Photo courtesy of the San Mateo County History Museum
In the early 1940s, Hillsdale houses were being sold for $4,000 to $6,000.
The population of San Mateo County was 77,400 in 1930. By 1940, it had increased by 44 percent to 111,800 people with no end in sight to the increase. San Mateo’s population was 19,403 in 1940.
Although many housing tracts had been proposed in San Mateo since the 1860s, most had not offered enough inducement to be called big successes in new home construction. Early on, a person was induced to come to San Mateo and look at a number of undeveloped lots. If he bought one or two, he then had to find an architect to design a house, and finally the buyer hired someone to build the home, or he built it himself.
The Depression stopped many banks from making construction loans. The houses were being built with few frills and on a low budget. No mortgage was taken out. The Depression made lot buyers work with a pay-as-you-go attitude as money was tight and very little of it was floating around. A banker was the last resort for a home owner. This attitude in the society fostered a slow development of the cities on the Peninsula.
David Bohannon was to change all of this. In the 1930s, the federal government began backing and guaranteeing home loans through the Federal Housing Administration. Bohannon began constructing houses in the early 1930s. He purchased a 540-acre site, called Belle Haven, in what is now East Palo Alto and began the first of 1,305 units for low- to moderate-income families. Costs of these units were around $6,000.
He then purchased the St.

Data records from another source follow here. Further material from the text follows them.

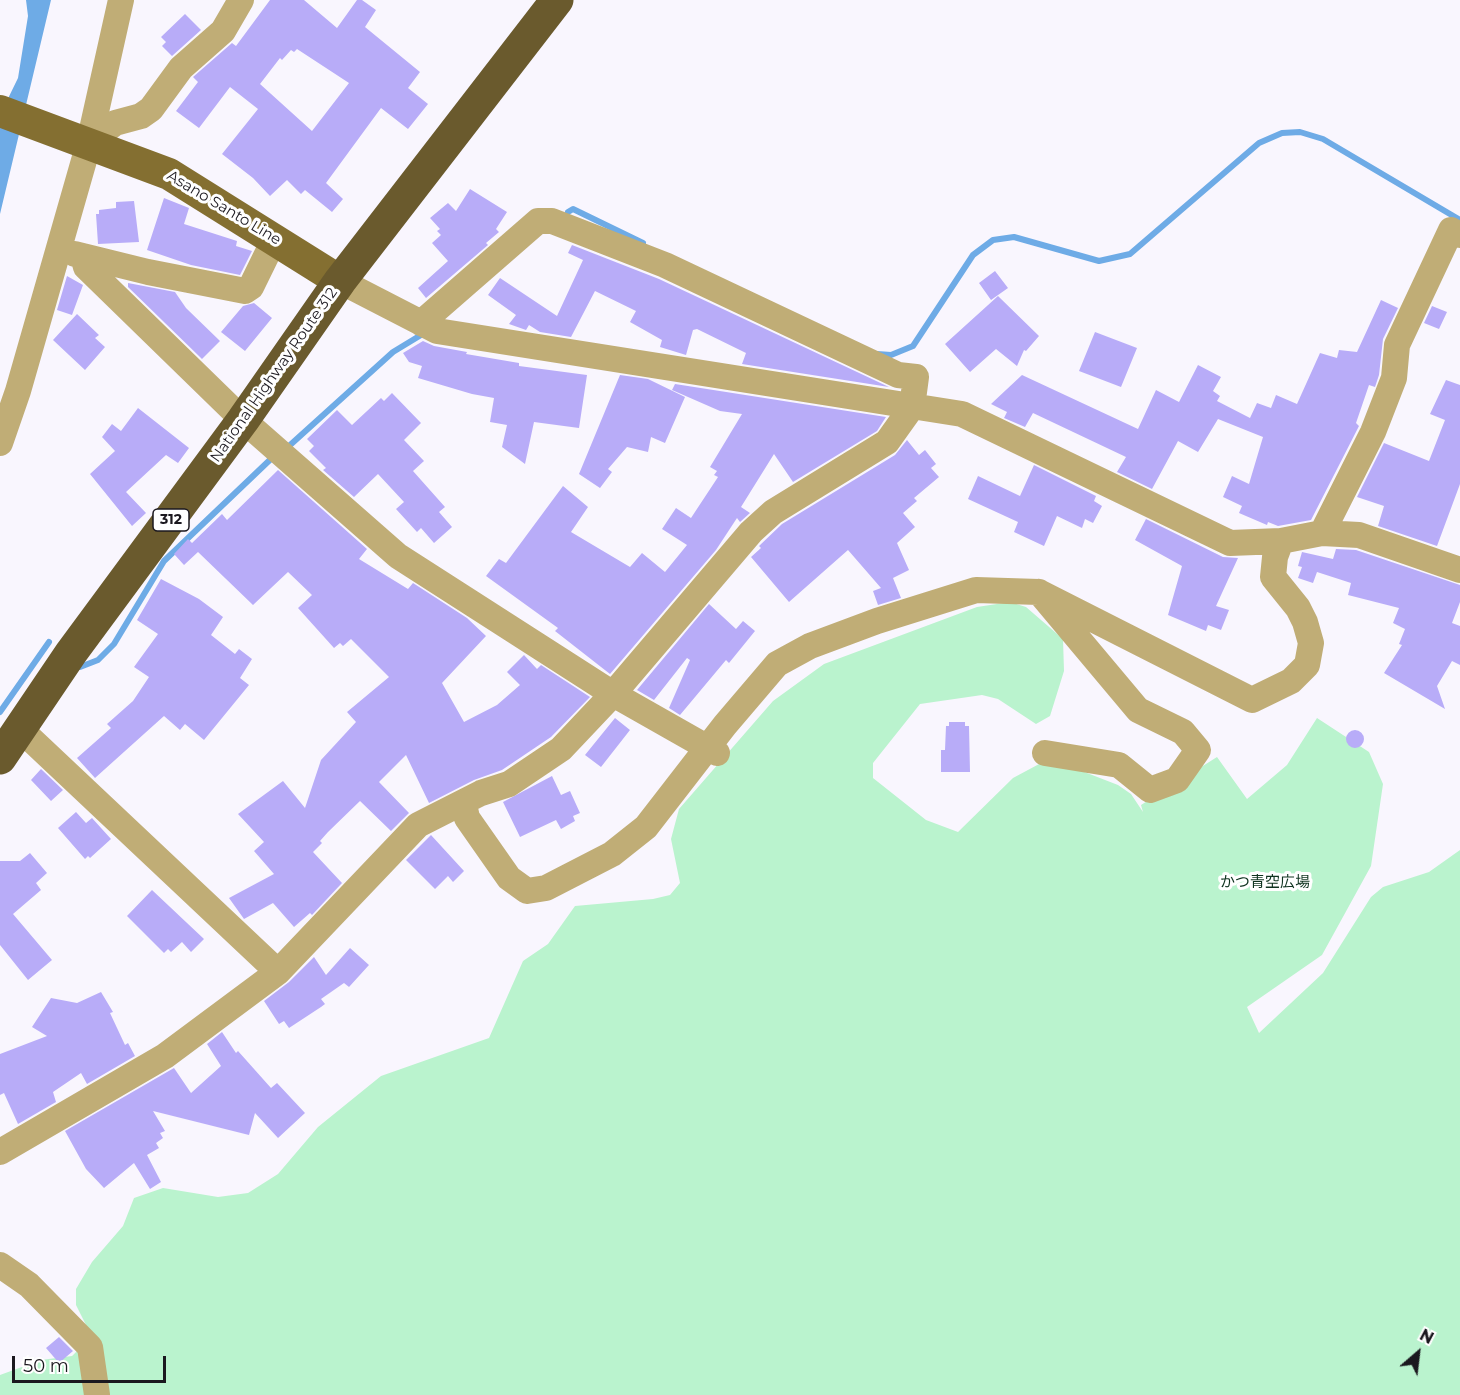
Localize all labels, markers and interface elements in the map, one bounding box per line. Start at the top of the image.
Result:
street label: Asano Santo Line [164,167,284,249]
street label: National Highway Route 312 [207,284,341,466]
road number: 312 [153,509,189,531]
park label: かつ青空広場 [1220,874,1310,892]
north arrow [1388,1323,1448,1383]
text: N [1417,1325,1437,1348]
scale bar [15,1344,170,1382]
text: 50 m [23,1355,69,1377]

Cyr estate in the San Mateo area in the late ’30s and he set his sights on a project that was to become the pattern of development on the vast vacant properties still available on the Peninsula.
The Burleigh H. Murray property south of San Mateo was called Beresford. Bohannon acquired 848 acres of Murray property in 1940 and he began planning its development. It called for monumental scales of construction unheard of to this time. He was to build a planned community of 5,000 low rambling ranch-style houses to be priced between $5,000 and $6,000, well within the range of the average worker at that time. These would be backed by the FHA, ensuring him of money to continue developing more homes. In addition to the houses, a shopping complex would be developed to supply the homeowners with whatever was needed to live in the community. The shopping center was to be oriented for the increased car traffic that this new generation of buyers demanded.
Hillsdale #1 was started on Hacienda near 31st Avenue and contained 84 houses. Eight were sold immediately. On Oct. 4, 1941, a 15,000-square-foot Andrew Williams Store was begun to service the community developing west of El Camino Real. Due to brisk sales, another 100 homes had been begun by Bohannon earlier in 1941.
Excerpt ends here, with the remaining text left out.